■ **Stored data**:
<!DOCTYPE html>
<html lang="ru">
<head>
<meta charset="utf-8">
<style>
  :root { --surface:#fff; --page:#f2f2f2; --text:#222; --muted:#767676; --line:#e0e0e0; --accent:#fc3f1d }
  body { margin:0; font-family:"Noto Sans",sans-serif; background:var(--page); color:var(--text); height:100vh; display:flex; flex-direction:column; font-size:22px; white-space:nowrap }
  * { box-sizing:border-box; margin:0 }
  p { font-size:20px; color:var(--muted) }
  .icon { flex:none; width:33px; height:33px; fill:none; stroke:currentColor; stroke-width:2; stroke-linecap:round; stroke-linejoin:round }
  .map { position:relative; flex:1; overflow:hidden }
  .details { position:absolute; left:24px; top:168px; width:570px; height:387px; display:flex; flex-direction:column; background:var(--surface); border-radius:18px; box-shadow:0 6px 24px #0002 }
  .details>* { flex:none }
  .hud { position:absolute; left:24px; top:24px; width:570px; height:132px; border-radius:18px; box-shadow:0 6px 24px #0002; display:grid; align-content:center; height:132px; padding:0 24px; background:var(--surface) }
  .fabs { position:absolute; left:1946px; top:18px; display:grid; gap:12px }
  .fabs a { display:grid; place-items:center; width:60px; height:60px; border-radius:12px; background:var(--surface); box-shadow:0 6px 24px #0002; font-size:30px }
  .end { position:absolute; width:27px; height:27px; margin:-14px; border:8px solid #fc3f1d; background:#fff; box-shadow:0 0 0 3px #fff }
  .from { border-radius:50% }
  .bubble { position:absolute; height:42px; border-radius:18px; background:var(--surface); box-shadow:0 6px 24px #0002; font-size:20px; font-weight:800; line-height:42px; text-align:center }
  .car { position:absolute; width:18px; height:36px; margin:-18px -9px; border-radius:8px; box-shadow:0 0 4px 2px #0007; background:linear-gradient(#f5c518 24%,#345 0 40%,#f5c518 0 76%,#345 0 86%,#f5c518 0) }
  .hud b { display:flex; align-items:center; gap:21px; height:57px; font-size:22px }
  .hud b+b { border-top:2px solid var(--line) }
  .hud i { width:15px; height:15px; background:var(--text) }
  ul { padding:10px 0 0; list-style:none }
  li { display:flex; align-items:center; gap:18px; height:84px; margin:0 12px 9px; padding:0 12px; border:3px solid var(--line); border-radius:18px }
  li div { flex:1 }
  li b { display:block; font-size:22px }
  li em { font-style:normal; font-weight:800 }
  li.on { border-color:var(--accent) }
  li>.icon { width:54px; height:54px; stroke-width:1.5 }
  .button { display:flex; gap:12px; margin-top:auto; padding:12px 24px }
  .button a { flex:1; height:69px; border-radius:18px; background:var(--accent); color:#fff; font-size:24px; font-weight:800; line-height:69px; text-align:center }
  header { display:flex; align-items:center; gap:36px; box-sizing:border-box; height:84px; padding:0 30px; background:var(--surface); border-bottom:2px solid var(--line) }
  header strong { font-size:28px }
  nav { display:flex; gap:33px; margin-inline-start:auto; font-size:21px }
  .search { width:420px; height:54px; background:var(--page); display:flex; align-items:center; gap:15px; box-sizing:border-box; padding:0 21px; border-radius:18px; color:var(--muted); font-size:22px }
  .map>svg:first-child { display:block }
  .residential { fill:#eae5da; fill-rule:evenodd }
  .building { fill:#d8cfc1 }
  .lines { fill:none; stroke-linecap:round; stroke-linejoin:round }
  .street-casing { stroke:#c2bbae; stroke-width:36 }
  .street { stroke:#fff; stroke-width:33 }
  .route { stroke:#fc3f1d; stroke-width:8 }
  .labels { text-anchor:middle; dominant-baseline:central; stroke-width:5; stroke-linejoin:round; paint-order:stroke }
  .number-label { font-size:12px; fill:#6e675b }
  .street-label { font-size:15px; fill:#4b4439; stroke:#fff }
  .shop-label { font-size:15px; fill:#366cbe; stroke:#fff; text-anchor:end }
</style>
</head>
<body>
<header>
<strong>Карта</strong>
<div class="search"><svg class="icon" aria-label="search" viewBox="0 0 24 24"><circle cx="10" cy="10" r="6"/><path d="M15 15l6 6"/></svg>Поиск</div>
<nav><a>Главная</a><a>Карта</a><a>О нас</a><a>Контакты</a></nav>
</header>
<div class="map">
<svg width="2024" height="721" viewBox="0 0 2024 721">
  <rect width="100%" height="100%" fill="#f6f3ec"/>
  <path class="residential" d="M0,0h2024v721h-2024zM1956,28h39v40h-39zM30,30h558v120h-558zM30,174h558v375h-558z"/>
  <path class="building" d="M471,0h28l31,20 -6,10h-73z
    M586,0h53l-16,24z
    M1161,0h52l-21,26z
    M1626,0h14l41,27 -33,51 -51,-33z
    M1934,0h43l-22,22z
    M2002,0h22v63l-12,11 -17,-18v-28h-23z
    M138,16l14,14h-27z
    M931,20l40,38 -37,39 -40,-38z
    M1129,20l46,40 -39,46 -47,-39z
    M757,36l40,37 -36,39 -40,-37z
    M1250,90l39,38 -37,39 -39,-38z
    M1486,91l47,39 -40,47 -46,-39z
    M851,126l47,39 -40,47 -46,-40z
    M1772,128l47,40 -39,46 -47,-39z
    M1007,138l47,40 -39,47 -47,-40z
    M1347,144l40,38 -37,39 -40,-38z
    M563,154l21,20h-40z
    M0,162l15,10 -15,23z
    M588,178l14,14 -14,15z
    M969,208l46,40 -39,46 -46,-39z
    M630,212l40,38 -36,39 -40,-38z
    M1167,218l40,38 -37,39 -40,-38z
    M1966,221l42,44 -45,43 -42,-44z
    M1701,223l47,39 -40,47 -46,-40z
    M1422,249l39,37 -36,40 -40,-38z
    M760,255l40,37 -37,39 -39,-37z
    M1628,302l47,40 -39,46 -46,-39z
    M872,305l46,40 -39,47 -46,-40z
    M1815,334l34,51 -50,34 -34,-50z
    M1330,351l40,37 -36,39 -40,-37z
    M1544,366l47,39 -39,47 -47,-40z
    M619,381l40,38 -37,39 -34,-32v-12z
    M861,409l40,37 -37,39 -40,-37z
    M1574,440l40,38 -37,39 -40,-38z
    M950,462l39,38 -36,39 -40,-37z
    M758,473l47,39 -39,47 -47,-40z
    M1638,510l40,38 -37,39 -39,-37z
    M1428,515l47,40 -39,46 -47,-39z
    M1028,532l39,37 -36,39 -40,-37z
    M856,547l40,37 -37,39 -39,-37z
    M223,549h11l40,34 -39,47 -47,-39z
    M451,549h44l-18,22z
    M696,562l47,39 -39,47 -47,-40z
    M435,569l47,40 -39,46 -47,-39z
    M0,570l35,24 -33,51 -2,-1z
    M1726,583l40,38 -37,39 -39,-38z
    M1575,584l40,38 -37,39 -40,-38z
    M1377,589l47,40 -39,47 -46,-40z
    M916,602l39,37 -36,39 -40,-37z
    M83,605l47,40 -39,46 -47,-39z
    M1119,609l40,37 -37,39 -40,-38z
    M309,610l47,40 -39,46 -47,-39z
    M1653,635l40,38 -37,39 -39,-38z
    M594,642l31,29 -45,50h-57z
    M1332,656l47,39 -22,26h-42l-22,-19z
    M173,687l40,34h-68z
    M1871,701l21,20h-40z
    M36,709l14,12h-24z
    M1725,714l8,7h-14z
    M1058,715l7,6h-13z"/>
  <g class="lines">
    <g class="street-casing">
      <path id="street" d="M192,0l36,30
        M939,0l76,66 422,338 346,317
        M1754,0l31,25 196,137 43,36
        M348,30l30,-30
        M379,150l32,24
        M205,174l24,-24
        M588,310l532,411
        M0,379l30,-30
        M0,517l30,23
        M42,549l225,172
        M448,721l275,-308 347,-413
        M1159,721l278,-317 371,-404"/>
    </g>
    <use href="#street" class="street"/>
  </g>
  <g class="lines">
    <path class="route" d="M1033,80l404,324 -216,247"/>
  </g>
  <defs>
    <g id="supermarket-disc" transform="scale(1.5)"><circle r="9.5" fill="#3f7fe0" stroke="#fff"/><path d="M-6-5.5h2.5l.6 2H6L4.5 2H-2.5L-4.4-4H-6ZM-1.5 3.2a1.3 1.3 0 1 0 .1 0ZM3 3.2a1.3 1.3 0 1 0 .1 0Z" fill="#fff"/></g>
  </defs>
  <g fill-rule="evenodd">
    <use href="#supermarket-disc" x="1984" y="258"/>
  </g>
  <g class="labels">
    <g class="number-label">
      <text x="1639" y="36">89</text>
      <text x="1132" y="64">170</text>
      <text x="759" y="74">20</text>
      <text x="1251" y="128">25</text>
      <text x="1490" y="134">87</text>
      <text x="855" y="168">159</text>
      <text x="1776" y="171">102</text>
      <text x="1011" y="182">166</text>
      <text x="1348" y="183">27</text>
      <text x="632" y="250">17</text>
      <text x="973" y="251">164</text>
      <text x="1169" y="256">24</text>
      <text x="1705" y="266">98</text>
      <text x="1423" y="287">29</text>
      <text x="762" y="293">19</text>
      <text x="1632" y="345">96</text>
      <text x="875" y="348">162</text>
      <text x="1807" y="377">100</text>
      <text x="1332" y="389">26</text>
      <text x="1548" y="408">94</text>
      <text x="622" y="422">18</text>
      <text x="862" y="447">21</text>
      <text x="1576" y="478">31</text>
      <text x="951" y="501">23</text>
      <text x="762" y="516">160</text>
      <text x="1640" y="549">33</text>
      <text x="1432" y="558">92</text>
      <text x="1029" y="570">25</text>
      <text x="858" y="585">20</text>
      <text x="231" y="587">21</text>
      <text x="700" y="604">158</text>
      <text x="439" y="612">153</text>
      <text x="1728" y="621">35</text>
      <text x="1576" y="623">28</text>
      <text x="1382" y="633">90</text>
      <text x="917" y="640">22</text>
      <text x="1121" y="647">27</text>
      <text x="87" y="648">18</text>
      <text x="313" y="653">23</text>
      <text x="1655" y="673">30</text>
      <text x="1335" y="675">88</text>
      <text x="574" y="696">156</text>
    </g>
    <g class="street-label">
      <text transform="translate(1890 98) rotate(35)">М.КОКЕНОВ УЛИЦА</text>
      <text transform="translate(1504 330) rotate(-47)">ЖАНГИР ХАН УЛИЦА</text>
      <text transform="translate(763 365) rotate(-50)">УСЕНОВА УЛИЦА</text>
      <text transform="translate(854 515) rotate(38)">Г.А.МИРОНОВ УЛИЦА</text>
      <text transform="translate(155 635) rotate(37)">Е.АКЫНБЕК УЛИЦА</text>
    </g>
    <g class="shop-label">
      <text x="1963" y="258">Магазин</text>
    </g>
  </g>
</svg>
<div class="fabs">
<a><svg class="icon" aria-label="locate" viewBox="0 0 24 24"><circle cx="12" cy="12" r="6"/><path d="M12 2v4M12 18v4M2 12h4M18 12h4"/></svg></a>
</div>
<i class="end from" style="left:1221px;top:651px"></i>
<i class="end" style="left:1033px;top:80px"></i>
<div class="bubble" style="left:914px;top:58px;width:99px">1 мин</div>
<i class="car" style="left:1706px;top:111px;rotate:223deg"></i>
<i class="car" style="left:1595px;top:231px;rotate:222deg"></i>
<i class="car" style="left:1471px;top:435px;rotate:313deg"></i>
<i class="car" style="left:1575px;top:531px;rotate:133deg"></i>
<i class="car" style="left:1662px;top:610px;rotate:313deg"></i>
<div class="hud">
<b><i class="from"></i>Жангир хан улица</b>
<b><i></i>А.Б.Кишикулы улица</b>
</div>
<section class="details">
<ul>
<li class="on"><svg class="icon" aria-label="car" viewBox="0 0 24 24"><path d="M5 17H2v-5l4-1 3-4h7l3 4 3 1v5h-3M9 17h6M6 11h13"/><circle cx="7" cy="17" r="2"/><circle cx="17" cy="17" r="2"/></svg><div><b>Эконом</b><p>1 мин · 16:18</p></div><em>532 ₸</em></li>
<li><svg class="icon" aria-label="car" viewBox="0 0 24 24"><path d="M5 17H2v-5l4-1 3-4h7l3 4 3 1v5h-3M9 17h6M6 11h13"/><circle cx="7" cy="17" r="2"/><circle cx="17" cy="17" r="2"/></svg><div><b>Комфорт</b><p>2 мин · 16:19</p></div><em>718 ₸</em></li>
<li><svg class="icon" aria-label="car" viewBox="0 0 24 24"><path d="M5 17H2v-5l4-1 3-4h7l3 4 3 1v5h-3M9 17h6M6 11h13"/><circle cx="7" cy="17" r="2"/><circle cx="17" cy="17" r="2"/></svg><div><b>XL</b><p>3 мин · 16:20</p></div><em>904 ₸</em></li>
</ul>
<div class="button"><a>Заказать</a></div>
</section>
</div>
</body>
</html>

■ **WHAT YOU ARE ASKED TO DO**: Apply a filter for "column" to the data above, then copy each line that matches.

■ **EXERCISE RESULT**:
  body { margin:0; font-family:"Noto Sans",sans-serif; background:var(--page); color:var(--text); height:100vh; display:flex; flex-direction:column; font-size:22px; white-space:nowrap }
  .details { position:absolute; left:24px; top:168px; width:570px; height:387px; display:flex; flex-direction:column; background:var(--surface); border-radius:18px; box-shadow:0 6px 24px #0002 }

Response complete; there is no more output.